JOKO WIDODO TANPA MASKER, BERBATAS AKRILIK,RAPAT TERBATAS 3 AGUSTUS 2020. Terakhir, sebuah pertanyaan. Setelah setidaknya dua kali memarahi para menteri, kapan reshuffle? Soalnya tersisa waktu 4 tahun untuk memenuhi janji ekonomi “meroket”….. (Gambar head, adegan komik Tukang Mebel Jadi Presiden/foto-foto orisinal download) #MediaKarya

Pada waktu menghadapi Pemilihan Presiden 2014, relatif Joko Widodo berada pada posisi minim beban sejarah, khususnya bila dibanding pesaingnya, Letnan Jenderal Purnawirawan Prabowo Subianto. Tetapi keterbatasan sejarah dirinya itu sempat terisi oleh sebuah komik buatan Gunawan, kelahiran 1985, yang diterbitkan Narasi, berjudul “Tukang Mebel Jadi Presiden – Kisah Perjalanan Jokowi dari Dunia Bisnis ke Panggung Politik”. Dunia bisnis yang digeluti Jokowi tentu saja bukan bisnis kelas atas dan raksasa seperti yang digeluti Aburizal Bakrie, Harry Tanoesoedibjo, atau adik Prabowo Subianto, Hashim Djojohadikoesoemo. Bisnis boleh kecil –per waktu itu– tetapi panggung politik yang tercipta untuk Joko Widodo saat itu, tidak tanggung-tanggung. Sebuah panggung menuju kursi RI-1.
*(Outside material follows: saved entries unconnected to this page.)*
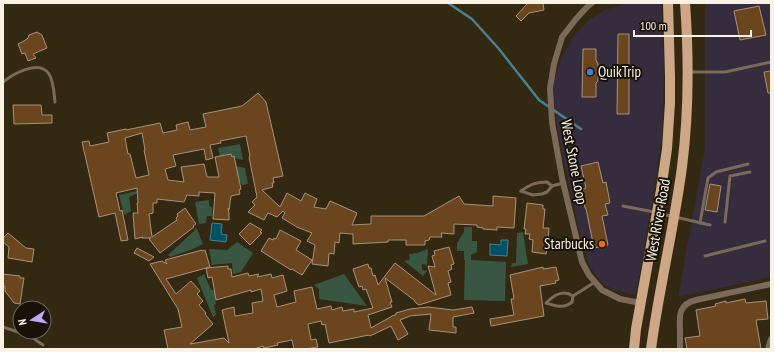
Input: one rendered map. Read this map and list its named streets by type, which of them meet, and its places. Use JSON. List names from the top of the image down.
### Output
{
  "streets": {
    "main road": ["West River Road"],
    "street": ["West Stone Loop"]
  },
  "crossings": [
    ["West Stone Loop", "West River Road"]
  ],
  "places": ["QuikTrip", "Starbucks"],
  "scale_bar": "100 m",
  "north": "left"
}
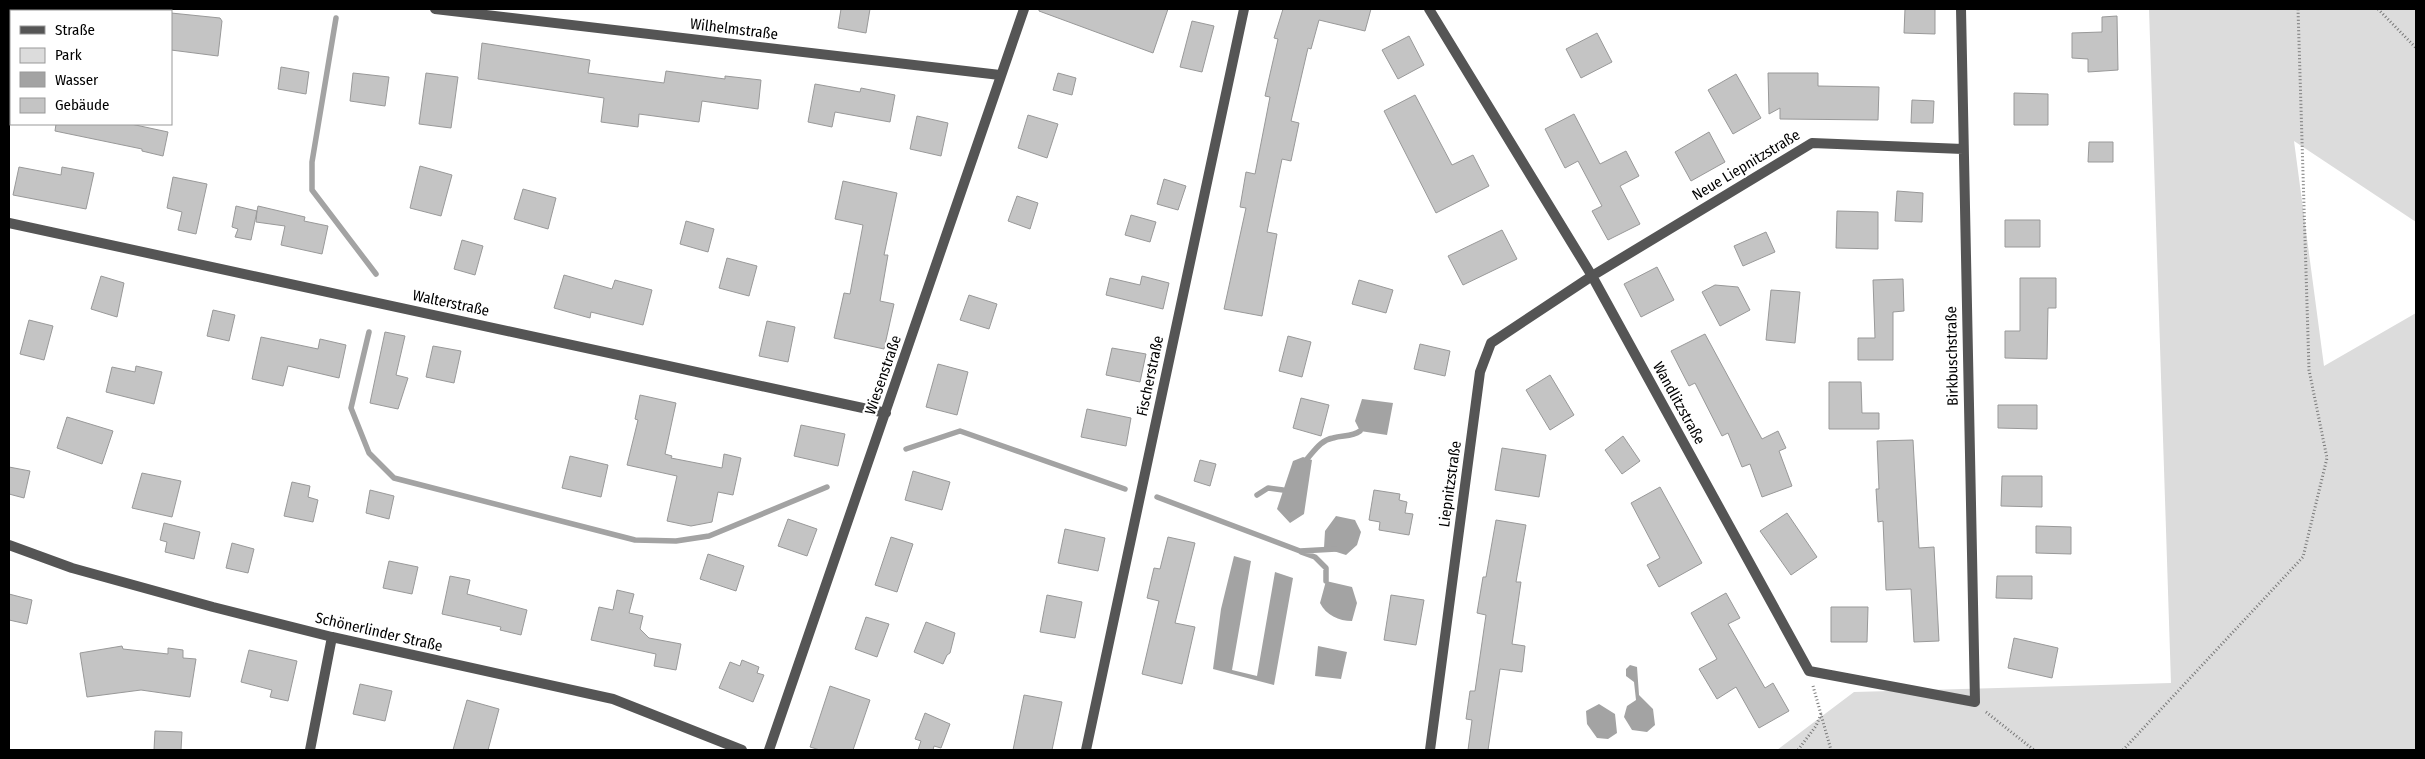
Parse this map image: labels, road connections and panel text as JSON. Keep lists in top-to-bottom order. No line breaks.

Narasi pengisi kekosongan sejarah yang disajikan komik itu, betul-betul mewakili dongeng ala 1001 malam. Tersaji sebagai hiburan bagi rakyat, terutama di lapisan terbawah dan menengah. Sungguh “memukau” kalangan akar rumput. Fenomena ini mungkin cerminan betapa rakyat di lapisan tertentu di bawah, telah begitu kecewanya terhadap kepemimpinan negara yang sekian lama berlangsung di depan mata. Lalu, mencari sosok pujaan lain, yang terhadapnya mereka merasa dekat karena banyak kemiripan dengan diri dan mencerminkan nasib mereka sendiri. “Biarpun dia kurus dan gak ganteng, dia digadang-gadang rakyat agar kelak menjadi presiden.” Jadi, di punggung Joko Widodo, beban yang terlebih dulu ada ialah beban “harapan menjulang” sebagian rakyat. Bukan beban sejarah.
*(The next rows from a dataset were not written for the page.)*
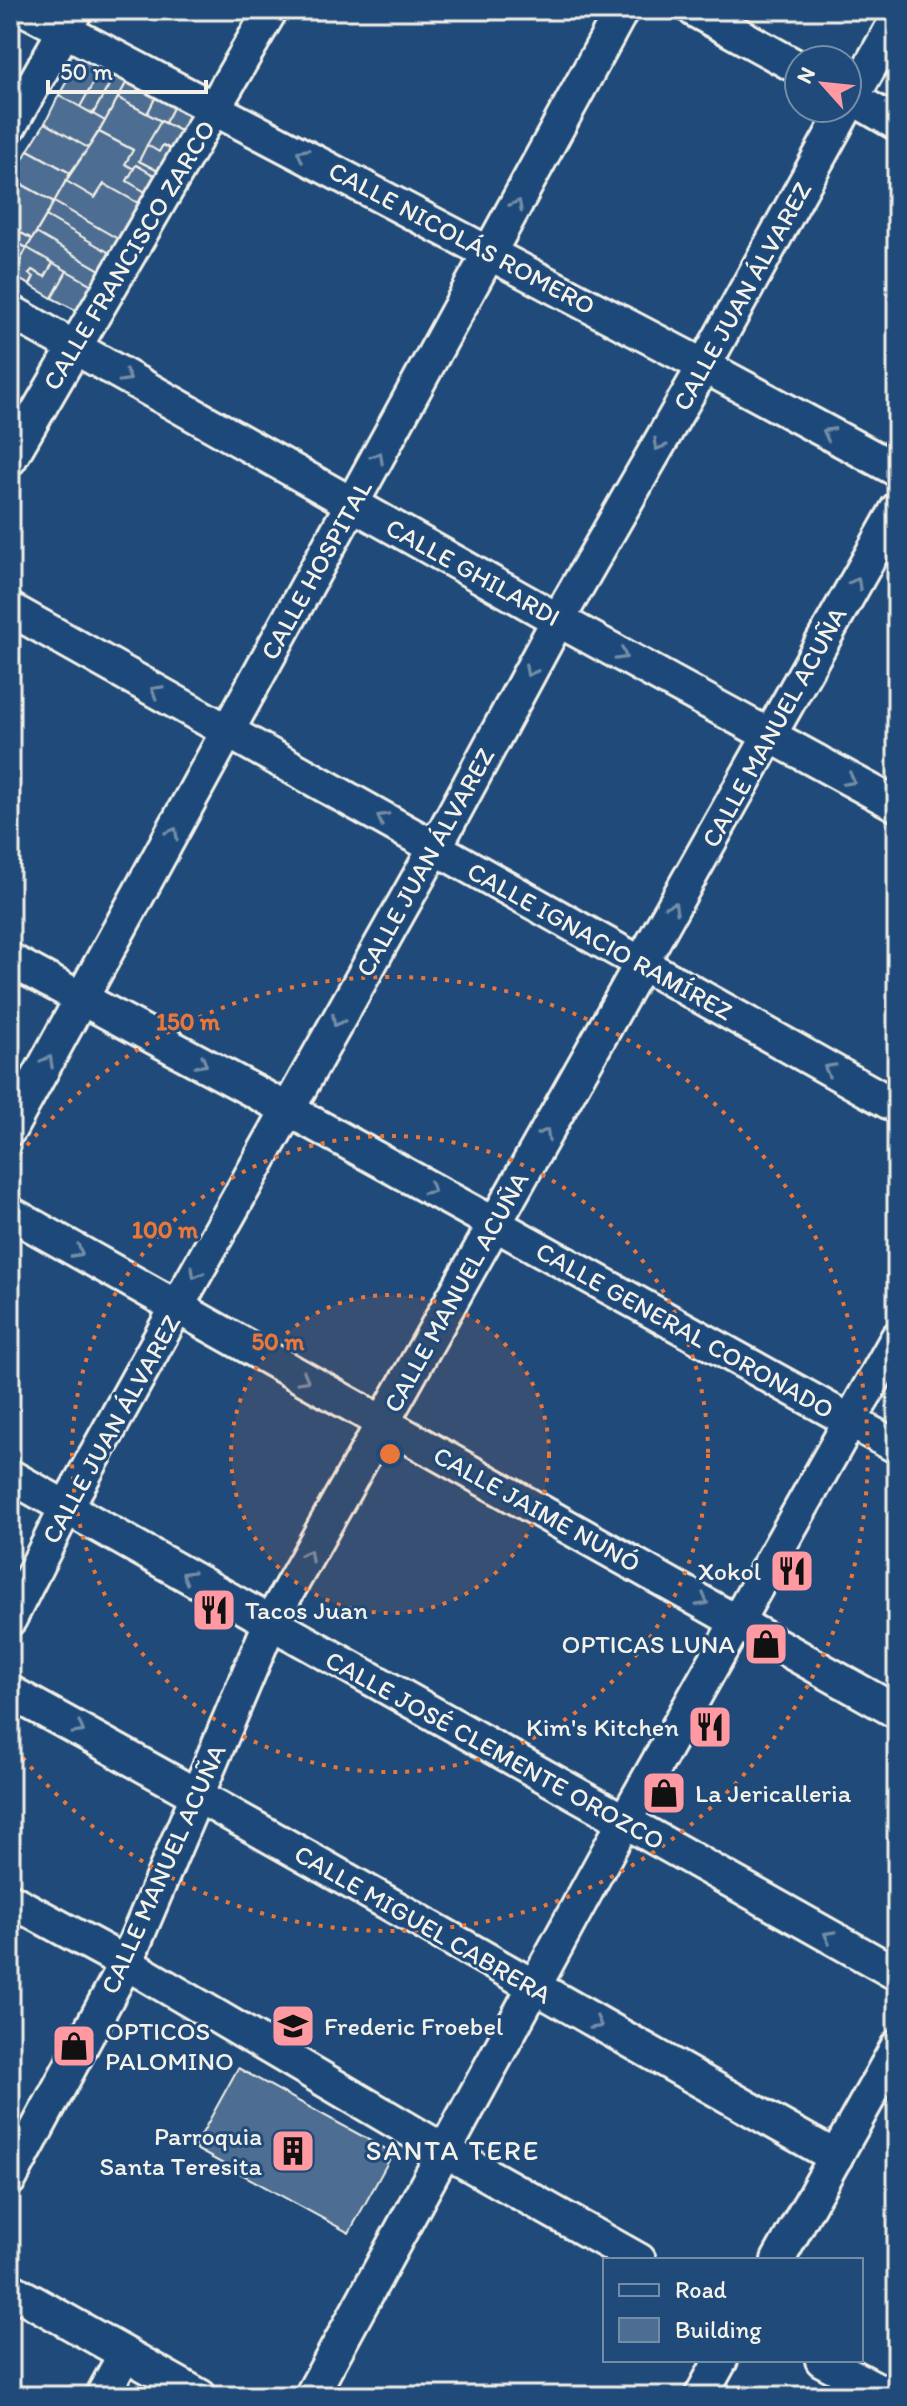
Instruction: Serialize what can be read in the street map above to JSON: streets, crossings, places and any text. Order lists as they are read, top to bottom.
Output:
{
  "streets": {
    "street": [
      "CALLE NICOLÁS ROMERO",
      "CALLE FRANCISCO ZARCO",
      "CALLE JUAN ÁLVAREZ",
      "CALLE HOSPITAL",
      "CALLE GHILARDI",
      "CALLE MANUEL ACUÑA",
      "CALLE IGNACIO RAMÍREZ",
      "CALLE GENERAL CORONADO",
      "CALLE JAIME NUNÓ",
      "CALLE JOSÉ CLEMENTE OROZCO",
      "CALLE MIGUEL CABRERA"
    ]
  },
  "crossings": [
    ["CALLE NICOLÁS ROMERO", "CALLE FRANCISCO ZARCO"],
    ["CALLE NICOLÁS ROMERO", "CALLE JUAN ÁLVAREZ"],
    ["CALLE NICOLÁS ROMERO", "CALLE HOSPITAL"],
    ["CALLE FRANCISCO ZARCO", "CALLE GHILARDI"],
    ["CALLE JUAN ÁLVAREZ", "CALLE GHILARDI"],
    ["CALLE JUAN ÁLVAREZ", "CALLE IGNACIO RAMÍREZ"],
    ["CALLE JUAN ÁLVAREZ", "CALLE GENERAL CORONADO"],
    ["CALLE JUAN ÁLVAREZ", "CALLE JAIME NUNÓ"],
    ["CALLE JUAN ÁLVAREZ", "CALLE JOSÉ CLEMENTE OROZCO"],
    ["CALLE HOSPITAL", "CALLE GHILARDI"],
    ["CALLE HOSPITAL", "CALLE IGNACIO RAMÍREZ"],
    ["CALLE HOSPITAL", "CALLE GENERAL CORONADO"],
    ["CALLE GHILARDI", "CALLE MANUEL ACUÑA"],
    ["CALLE MANUEL ACUÑA", "CALLE IGNACIO RAMÍREZ"],
    ["CALLE MANUEL ACUÑA", "CALLE GENERAL CORONADO"],
    ["CALLE MANUEL ACUÑA", "CALLE JAIME NUNÓ"],
    ["CALLE MANUEL ACUÑA", "CALLE JOSÉ CLEMENTE OROZCO"],
    ["CALLE MANUEL ACUÑA", "CALLE MIGUEL CABRERA"]
  ],
  "one_way": [
    "CALLE NICOLÁS ROMERO",
    "CALLE JUAN ÁLVAREZ",
    "CALLE HOSPITAL",
    "CALLE GHILARDI",
    "CALLE MANUEL ACUÑA",
    "CALLE IGNACIO RAMÍREZ",
    "CALLE GENERAL CORONADO",
    "CALLE JAIME NUNÓ",
    "CALLE JOSÉ CLEMENTE OROZCO"
  ],
  "districts": ["SANTA TERE"],
  "places": {
    "restaurant": ["Xokol", "Tacos Juan", "Kim's Kitchen"],
    "shop": ["OPTICAS LUNA", "La Jericalleria", "OPTICOS PALOMINO"],
    "school or university": ["Frederic Froebel"],
    "building": ["Parroquia Santa Teresita"]
  },
  "legend": ["Road", "Building"],
  "scale_bar": "50 m",
  "north": "top left",
  "rings": ["150 m", "100 m", "50 m"]
}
Dalam Pemilihan Presiden April 2019 Joko Widodo dan Prabowo Subianto kembali harus saling berhadapan. Pendukung kedua tokoh masih senantiasa mengedepankan pertempuran kata-kata melalui berbagai media, terutama di media sosial. Pertempuran dan pembelahan di tengah masyarakat yang sudah bermula sejak Pilpres 2014, pun tetap berlanjut. Seringkali para pihak tampil tanpa malu, tak memperdulikan lagi etika dan adab. Memuakkan para pembaca, memuakkan jutaan penonton bila pertempuran mengambil kesempatan tayang di televisi. Entah terkoordinasi, entah berjalan sendiri tanpa kendali. Atau setengah terkoordinasi, setengah liar tak terkendali. Pertengkaran politik makin diperparah penempatan para oportunis tipe geladak. Sanggup bertengkar dengan berbagai cara tanpa argumentasi, tak segan menggunakan data manipulatif dan informasi sesat.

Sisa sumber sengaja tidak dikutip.